[Source material]
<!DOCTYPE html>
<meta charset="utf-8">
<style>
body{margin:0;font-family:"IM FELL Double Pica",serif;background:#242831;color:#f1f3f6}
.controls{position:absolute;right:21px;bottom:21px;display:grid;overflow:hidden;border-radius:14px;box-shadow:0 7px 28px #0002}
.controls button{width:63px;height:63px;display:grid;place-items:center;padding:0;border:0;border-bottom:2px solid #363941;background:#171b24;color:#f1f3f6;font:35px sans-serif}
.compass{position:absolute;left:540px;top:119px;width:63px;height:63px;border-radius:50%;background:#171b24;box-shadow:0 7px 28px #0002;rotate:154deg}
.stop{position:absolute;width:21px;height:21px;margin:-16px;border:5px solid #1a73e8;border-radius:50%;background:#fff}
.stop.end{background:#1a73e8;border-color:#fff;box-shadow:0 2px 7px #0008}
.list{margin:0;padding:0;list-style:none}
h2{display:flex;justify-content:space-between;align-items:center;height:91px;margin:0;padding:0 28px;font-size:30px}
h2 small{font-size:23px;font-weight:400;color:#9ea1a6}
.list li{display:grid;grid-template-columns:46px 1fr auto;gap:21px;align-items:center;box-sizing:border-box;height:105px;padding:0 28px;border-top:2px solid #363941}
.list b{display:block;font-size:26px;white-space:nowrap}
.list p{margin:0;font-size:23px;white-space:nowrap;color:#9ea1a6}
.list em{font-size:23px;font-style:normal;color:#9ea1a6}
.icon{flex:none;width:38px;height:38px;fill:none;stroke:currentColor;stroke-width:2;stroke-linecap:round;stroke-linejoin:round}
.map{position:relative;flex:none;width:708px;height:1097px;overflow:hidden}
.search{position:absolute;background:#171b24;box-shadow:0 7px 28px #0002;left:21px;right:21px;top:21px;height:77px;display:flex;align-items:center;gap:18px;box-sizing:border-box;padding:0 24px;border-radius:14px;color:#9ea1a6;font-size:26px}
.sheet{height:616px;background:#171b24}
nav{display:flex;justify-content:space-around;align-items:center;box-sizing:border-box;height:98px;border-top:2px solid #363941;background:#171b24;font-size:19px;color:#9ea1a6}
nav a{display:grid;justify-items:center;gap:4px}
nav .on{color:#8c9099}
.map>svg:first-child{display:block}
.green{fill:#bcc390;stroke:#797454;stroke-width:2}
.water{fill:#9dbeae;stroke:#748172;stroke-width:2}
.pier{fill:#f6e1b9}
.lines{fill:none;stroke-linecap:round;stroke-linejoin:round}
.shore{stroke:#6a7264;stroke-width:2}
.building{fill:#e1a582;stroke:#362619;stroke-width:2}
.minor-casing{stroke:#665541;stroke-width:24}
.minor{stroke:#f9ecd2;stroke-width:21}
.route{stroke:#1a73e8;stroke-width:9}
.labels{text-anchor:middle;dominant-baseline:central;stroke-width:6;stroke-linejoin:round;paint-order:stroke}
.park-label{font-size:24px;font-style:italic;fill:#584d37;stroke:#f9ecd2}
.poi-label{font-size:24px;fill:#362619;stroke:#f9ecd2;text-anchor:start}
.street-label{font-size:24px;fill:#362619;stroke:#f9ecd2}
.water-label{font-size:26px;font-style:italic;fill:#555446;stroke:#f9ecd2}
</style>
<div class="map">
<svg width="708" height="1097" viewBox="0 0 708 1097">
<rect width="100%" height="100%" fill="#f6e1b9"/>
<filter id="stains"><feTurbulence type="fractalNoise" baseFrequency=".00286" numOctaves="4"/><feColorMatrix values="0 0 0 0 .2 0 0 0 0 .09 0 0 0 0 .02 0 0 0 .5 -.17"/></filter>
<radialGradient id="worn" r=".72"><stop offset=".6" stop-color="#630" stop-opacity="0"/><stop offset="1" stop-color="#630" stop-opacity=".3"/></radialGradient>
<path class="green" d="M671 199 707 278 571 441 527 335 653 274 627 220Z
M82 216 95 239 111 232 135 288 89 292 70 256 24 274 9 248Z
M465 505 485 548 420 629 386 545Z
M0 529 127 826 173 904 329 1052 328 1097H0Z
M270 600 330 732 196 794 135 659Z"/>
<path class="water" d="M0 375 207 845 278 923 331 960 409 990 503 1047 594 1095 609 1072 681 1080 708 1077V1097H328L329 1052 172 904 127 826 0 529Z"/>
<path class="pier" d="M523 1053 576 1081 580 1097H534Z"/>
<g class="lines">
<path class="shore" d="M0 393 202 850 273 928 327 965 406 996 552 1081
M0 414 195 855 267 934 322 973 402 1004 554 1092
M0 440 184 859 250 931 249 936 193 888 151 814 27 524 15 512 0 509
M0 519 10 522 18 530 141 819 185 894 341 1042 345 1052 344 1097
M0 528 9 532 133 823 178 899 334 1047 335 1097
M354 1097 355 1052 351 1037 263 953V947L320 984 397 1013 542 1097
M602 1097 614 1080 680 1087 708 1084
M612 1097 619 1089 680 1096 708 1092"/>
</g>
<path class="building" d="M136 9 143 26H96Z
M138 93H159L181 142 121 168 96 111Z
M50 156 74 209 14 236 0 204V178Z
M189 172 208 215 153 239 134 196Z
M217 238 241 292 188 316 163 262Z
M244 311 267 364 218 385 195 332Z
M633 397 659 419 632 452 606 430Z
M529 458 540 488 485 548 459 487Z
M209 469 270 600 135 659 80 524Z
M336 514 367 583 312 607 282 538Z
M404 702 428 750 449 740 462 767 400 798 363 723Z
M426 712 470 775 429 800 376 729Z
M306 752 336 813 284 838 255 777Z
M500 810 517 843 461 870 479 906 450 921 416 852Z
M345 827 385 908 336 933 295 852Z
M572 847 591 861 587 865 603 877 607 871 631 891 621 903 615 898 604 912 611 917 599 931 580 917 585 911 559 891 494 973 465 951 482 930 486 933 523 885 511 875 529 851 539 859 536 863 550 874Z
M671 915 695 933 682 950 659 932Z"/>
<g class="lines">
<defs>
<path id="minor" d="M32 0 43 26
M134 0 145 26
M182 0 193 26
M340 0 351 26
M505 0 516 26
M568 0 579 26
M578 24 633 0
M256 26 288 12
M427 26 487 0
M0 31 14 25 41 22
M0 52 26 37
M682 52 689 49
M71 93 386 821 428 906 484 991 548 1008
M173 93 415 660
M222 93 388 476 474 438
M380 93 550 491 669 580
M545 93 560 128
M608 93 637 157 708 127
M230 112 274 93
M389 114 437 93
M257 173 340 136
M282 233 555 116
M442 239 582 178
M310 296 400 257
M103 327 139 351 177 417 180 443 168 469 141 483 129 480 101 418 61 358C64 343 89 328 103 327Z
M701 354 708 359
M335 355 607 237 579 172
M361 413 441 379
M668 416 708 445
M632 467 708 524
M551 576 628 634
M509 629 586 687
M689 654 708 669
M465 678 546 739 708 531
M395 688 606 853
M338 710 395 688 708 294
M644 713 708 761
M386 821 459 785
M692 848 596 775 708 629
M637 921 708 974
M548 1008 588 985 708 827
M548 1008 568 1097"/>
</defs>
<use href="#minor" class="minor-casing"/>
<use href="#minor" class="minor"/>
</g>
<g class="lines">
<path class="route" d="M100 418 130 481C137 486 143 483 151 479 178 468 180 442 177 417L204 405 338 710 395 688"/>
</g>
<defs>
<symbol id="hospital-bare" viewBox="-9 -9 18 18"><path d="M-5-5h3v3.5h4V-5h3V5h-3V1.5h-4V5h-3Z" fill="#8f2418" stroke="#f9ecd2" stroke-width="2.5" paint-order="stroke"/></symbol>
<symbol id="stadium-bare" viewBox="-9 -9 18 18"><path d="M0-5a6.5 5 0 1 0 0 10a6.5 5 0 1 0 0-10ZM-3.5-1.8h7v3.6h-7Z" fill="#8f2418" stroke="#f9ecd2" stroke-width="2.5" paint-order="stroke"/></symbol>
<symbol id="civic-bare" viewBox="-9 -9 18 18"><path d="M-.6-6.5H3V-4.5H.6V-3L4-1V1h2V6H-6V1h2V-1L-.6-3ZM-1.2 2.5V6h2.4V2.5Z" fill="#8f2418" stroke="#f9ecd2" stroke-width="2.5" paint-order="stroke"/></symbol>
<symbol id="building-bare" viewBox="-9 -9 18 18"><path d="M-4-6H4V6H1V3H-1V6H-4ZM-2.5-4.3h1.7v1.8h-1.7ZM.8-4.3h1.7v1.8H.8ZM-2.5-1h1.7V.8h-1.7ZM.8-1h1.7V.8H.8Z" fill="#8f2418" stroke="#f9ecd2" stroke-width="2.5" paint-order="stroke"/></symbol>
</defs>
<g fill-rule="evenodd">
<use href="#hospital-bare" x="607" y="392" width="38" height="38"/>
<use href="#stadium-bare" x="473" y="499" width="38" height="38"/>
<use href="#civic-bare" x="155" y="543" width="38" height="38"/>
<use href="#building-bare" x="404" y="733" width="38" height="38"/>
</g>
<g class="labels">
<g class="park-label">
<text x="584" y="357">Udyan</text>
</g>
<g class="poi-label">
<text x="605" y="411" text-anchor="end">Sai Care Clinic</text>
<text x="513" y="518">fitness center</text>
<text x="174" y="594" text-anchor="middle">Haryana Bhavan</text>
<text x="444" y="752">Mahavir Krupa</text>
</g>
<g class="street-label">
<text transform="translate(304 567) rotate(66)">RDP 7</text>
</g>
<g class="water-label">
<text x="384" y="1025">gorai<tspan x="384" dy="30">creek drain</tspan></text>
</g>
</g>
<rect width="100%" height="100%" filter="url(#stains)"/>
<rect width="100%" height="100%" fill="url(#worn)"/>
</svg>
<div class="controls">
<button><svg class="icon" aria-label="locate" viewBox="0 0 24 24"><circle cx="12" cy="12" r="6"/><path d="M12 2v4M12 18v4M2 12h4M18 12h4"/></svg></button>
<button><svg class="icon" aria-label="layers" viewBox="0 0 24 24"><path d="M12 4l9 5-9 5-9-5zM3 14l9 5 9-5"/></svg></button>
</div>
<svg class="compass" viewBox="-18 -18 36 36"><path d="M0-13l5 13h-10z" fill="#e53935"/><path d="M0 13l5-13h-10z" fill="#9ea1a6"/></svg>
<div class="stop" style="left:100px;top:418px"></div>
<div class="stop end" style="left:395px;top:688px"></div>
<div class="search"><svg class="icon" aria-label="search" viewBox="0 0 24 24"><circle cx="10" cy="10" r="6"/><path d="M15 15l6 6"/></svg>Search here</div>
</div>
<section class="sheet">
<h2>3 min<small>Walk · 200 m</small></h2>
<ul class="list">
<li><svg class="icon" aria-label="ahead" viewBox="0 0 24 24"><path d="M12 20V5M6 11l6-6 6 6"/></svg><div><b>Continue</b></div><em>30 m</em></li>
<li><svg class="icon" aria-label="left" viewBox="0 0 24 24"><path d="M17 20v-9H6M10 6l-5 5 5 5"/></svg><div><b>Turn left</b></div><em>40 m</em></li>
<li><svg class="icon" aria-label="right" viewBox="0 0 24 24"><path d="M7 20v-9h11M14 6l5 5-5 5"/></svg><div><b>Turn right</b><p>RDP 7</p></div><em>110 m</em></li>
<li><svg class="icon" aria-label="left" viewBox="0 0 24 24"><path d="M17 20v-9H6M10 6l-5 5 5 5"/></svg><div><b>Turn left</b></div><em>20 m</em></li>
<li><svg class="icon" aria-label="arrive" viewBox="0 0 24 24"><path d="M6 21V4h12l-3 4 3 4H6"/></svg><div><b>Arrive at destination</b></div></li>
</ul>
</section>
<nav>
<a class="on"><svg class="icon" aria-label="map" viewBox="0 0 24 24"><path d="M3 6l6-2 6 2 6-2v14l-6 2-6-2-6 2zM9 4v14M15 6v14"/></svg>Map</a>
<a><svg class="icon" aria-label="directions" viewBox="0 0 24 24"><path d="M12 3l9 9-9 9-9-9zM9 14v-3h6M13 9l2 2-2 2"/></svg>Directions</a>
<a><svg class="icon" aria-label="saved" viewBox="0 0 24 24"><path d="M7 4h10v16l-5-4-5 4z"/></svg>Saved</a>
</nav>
[/Source material]
- **What to work on**
Go line by line through the data, copying each one that contains the word "grid".

- **Result**
.controls{position:absolute;right:21px;bottom:21px;display:grid;overflow:hidden;border-radius:14px;box-shadow:0 7px 28px #0002}
.controls button{width:63px;height:63px;display:grid;place-items:center;padding:0;border:0;border-bottom:2px solid #363941;background:#171b24;color:#f1f3f6;font:35px sans-serif}
.list li{display:grid;grid-template-columns:46px 1fr auto;gap:21px;align-items:center;box-sizing:border-box;height:105px;padding:0 28px;border-top:2px solid #363941}
nav a{display:grid;justify-items:center;gap:4px}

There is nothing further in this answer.